Сараи остаются позади. Антошка веселеет, забывает про материнские окрики и опять возвращается к интересующей ее теме:
– Мам, а что такое красота?
–Дожили, – говорит мать обескураженно, – сама-то, небось, не догадываешься?
– Догадываюсь, но не шибко...
Мать несколько секунд сосредоточено думает, а потом не без сомнения говорит:
– Мне, кажется, красота – это все, что дает радость. Солнце, вот, выйдет из-за тучи, и все вокруг обрадуется – снег заблестит, воробьи зачирикают, люди заулыбаются, особенно, если выходной.
– Мам, а Скамейка красивая?
Мать озадаченно и серьезно отвечает:
– А сама-то, как считаешь?
– Выходит, что красивая, потому что, когда она смотрит на меня, как самый настоящий верный пес, я радуюсь. А мальчишки говорят, что она дворняга кривоногая и камнями в нее пуляют.
Пока мать сопоставляет неказистый облик кудлатой, вислозадой на кривых ножках дворняги с понятием красоты, дочь думает о своем и неожиданно спрашивает:
– Мам, а папа был красивый?
– Ну что ты заладила?, – стонет мать, – красивый, как мерин сивый... слишком даже.
– А что же он нас бросил?
Мать отвечает уже с явным сарказмом.
– А это, чтобы мы с тобой больше радовались.
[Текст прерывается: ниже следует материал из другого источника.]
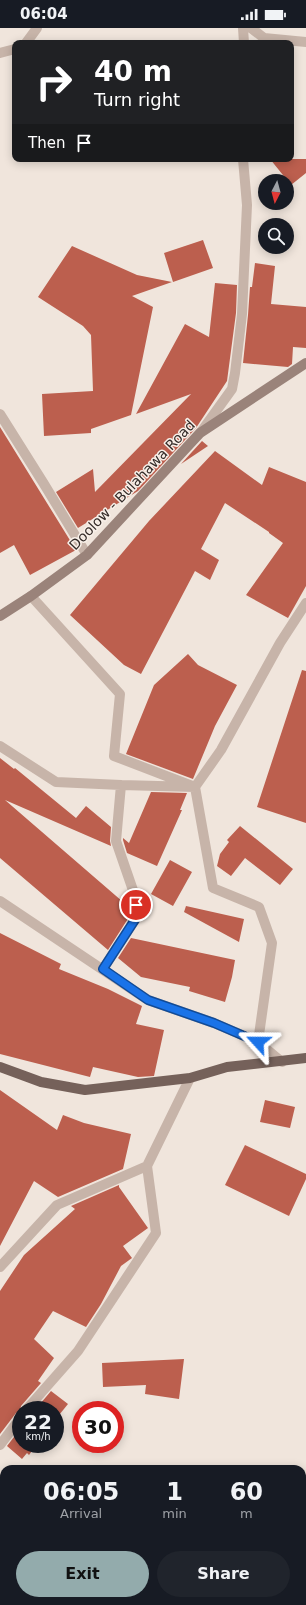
<!DOCTYPE html>
<html lang="en">
<head>
<meta charset="utf-8">
<style>
  body { margin:0; font-family:"DejaVu Sans",sans-serif; background:#20242c; color:#f1f3f6; height:100vh; display:flex; flex-direction:column; font-size:15px; white-space:nowrap }
  * { box-sizing:border-box; margin:0 }
  p { font-size:13px; color:#9ea1a6 }
  .icon { flex:none; width:22px; height:22px; fill:none; stroke:currentColor; stroke-width:2; stroke-linecap:round; stroke-linejoin:round }
  .map { position:relative; flex:1; overflow:hidden }
  .drawer { position:absolute; left:0px; top:1437px; width:306px; height:140px; display:flex; flex-direction:column; background:#171b24; border-radius:12px 12px 0 0; box-shadow:0 2px 10px #0003 }
  .drawer>* { flex:none }
  .top-card { position:absolute; left:12px; top:12px; width:282px; height:122px; border-radius:8px; box-shadow:0 2px 10px #0003; background:#202124; color:#fff; overflow:hidden }
  .needle { width:26px; rotate:186deg }
  .buttons { position:absolute; left:258px; top:146px; display:grid; gap:8px }
  .buttons a { display:grid; place-items:center; width:36px; height:36px; border-radius:50%; background:#171b24; box-shadow:0 2px 10px #0003; font-size:20px }
  .speed { position:absolute; left:12px; top:1373px; display:flex; gap:8px; font-size:20px; font-weight:700; text-align:center }
  .speed>* { display:grid; place-content:center; width:52px; height:52px; border-radius:50%; background:#171b24; box-shadow:0 2px 10px #0003; line-height:1 }
  .speed small { font-size:10px; font-weight:400 }
  .speed .limit { border:6px solid #d22; background:#fff; color:#111 }
  .pin { position:absolute; display:grid; place-items:center; width:34px; height:34px; color:#fff; margin:-17px; border:2px solid #fff; border-radius:50%; box-shadow:0 1px 4px #0007 }
  .me { position:absolute; width:44px; margin:-22px; rotate:294deg; stroke-linejoin:round; filter:drop-shadow(0 0 3px #0008) }
  .turn { display:flex; align-items:center; gap:14px; height:84px; padding:0 16px; font-size:18px }
  .turn .icon { width:52px; height:52px; stroke-width:2.5 }
  .turn b { display:block; font-size:28px; line-height:34px }
  .then { display:flex; align-items:center; height:38px; padding:0 16px; background:#0003; gap:8px; font-size:15px }
  .eta { display:flex; justify-content:space-evenly; align-items:center; height:68px; text-align:center }
  .eta b { font-size:24px; font-weight:800; line-height:28px }
  .primary-button { display:flex; gap:8px; margin-top:auto; padding:8px 16px }
  .primary-button a { flex:1; height:46px; border-radius:24px; background:#93abac; color:#111; font-size:16px; font-weight:800; line-height:46px; text-align:center }
  .primary-button a+a { background:#20242c; color:#f1f3f6 }
  .status { display:flex; justify-content:space-between; align-items:center; height:28px; padding:0 20px; background:#171b24; direction:ltr }
  .status svg { height:11px; fill:currentColor }
  .map>svg:first-child { display:block }
  .building { fill:#bc5f4e }
  .lines { fill:none; stroke-linecap:round; stroke-linejoin:round }
  .street { stroke:#c7b4a9; stroke-width:10 }
  .secondary { stroke:#9a837a; stroke-width:10 }
  .primary { stroke:#75615a; stroke-width:10 }
  .route-casing { stroke:#114b97; stroke-width:10 }
  .route { stroke:#1a73e8; stroke-width:7 }
  .labels { text-anchor:middle; stroke-width:3; stroke-linejoin:round; paint-order:stroke }
  .street-label { font-size:14px; fill:#342b28; stroke:#f8efe8 }
</style>
</head>
<body>
<div class="status"><b>06:04</b><svg viewBox="0 0 49 12"><path d="M0 12V9h3v3zM5 12V6h3v6zM10 12V3h3v9zM15 12V0h3v12zM26 1h20v11H26zM47 4h2v5h-2z"/></svg></div>
<div class="map">
<svg width="306" height="1577" viewBox="0 0 306 1577">
  <rect width="100%" height="100%" fill="#f0e5dc"/>
  <path class="building" d="M270,131H306V145L291,157Z
    M203,212L213,240L173,254L164,225Z
    M72,218L137,247L172,254L132,268L153,279L131,387L91,401V405L44,408L42,366L93,363L91,307L83,298L38,269Z
    M255,235L275,238L271,276L306,279V320L293,319L292,336L288,339L243,335L248,287L250,259H252Z
    M215,255L237,257L236,285L227,353L196,400L138,463L78,500L56,464L93,441L95,464L191,366L136,386L185,296L209,309Z
    M0,399L76,522L30,547L14,517L0,525Z
    M202,413L208,418L181,436Z
    M215,423L262,457L269,439L306,454V558L288,590L246,567L283,515L269,505V504L225,475L201,521L219,532L210,552L195,543L141,646L124,637L70,587L149,493Z
    M188,626L198,637L237,657L215,698L193,751L126,726L154,657Z
    M302,642L306,643V795L257,779Z
    M0,730L14,741L15,740L76,790L86,778L111,799L110,813L111,818L5,772L130,880L131,886L108,922L0,830Z
    M151,764L187,765L180,782H182L157,838L127,825L123,812V810L129,815Z
    M240,798L293,841L280,857L245,830L231,848L217,838L220,826L229,814L227,812Z
    M170,832L192,844L173,878L151,866Z
    M186,878L244,891L239,914L184,884Z
    M0,905L61,936L59,941L108,961L142,978L136,996L164,1002L154,1048L138,1049L93,1039L90,1049L0,1026Z
    M131,910L235,932L232,949L225,974L189,963L190,959L141,949L118,930Z
    M0,1062L57,1102L63,1087L84,1095L131,1106L123,1141L58,1169L34,1153L0,1218Z
    M265,1072L295,1079L290,1100L260,1094Z
    M245,1117L306,1146V1151L289,1188L225,1157Z
    M119,1157V1159L148,1200L123,1218L132,1230L121,1238L101,1276L86,1299L53,1283L34,1311L54,1330L38,1353L41,1355L21,1378L20,1383L16,1385L0,1406V1263L24,1227L75,1181L71,1178Z
    M184,1331L179,1371L145,1366L146,1357L103,1359L102,1335Z
    M51,1363L68,1376L55,1392V1382H35Z
    M21,1400V1416H37L29,1427L27,1425L22,1431L7,1418Z"/>
  <g class="lines">
    <path class="street" d="M243,0L244,15
      M251,0L264,10L306,14
      M26,15L37,0
      M0,25L15,21
      M0,386L44,456L87,527
      M201,404L232,361L235,345L242,286L247,177L243,131
      M31,568L120,666L114,728L195,759L213,860L259,879L272,915L258,1014
      M0,718L56,754L121,757L195,759L221,722L280,615L306,575
      M0,873L148,972L214,995L258,1014L282,1034
      M103,941L138,887L135,868L116,813L121,757
      M0,1239L57,1177L147,1138L190,1050
      M26,1382L78,1323L156,1205L147,1138
      M0,1417L21,1389"/>
    <path class="secondary" d="M0,588L31,568L87,527L200,405L306,335"/>
    <path class="primary" d="M0,1039L41,1054L85,1062L190,1050L227,1039L306,1030"/>
  </g>
  <g class="lines">
    <g class="route-casing">
      <path id="route" d="M136,877L138,887L103,941L148,972L214,995L258,1014"/>
    </g>
    <use href="#route" class="route"/>
  </g>
  <g class="labels">
    <g class="street-label">
      <text transform="translate(132 457) rotate(-46)" y="5">Doolow - Bulahawa Road</text>
    </g>
  </g>
</svg>
<div class="buttons">
<a><svg class="needle" viewBox="-14 -14 28 28"><path d="M0-13l5 13h-10z" fill="#e53935"/><path d="M0 13l5-13h-10z" fill="#9ea1a6"/></svg></a>
<a><svg class="icon" aria-label="search" viewBox="0 0 24 24"><circle cx="10" cy="10" r="6"/><path d="M15 15l6 6"/></svg></a>
</div>
<div class="speed"><div>22<small>km/h</small></div><div class="limit">30</div></div>
<div class="pin" style="left:136px;top:877px;background:#d93025"><svg class="icon" aria-label="arrive" viewBox="0 0 24 24"><path d="M6 21V4h12l-3 4 3 4H6"/></svg></div>
<svg class="me" style="left:258px;top:1014px" viewBox="-20 -20 40 40"><path d="M0-17L14 15 0 8-14 15z" fill="#1a73e8" stroke="#fff" stroke-width="4"/></svg>
<div class="top-card">
<div class="turn"><svg class="icon" aria-label="right" viewBox="0 0 24 24"><path d="M7 20v-9h11M14 6l5 5-5 5"/></svg><div><b>40 m</b>Turn right</div></div>
<div class="then">Then<svg class="icon" aria-label="arrive" viewBox="0 0 24 24"><path d="M6 21V4h12l-3 4 3 4H6"/></svg></div>
</div>
<section class="drawer">
<div class="eta">
<div><b>06:05</b><p>Arrival</p></div>
<div><b>1</b><p>min</p></div>
<div><b>60</b><p>m</p></div>
</div>
<div class="primary-button"><a>Exit</a><a>Share</a></div>
</section>
</div>
</body>
</html>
Вот мы живем себе, никто нам не мешает – мы и рады.
Антошке ответ кажется вполне логичным. Она продолжала бы еще мучить мать вопросами, если бы из-за слегка позванивающих сосульками деревьев не забрезжил тусклый свет, и из темноты не выплыла бы кирпичная громадина общественной бани номер один.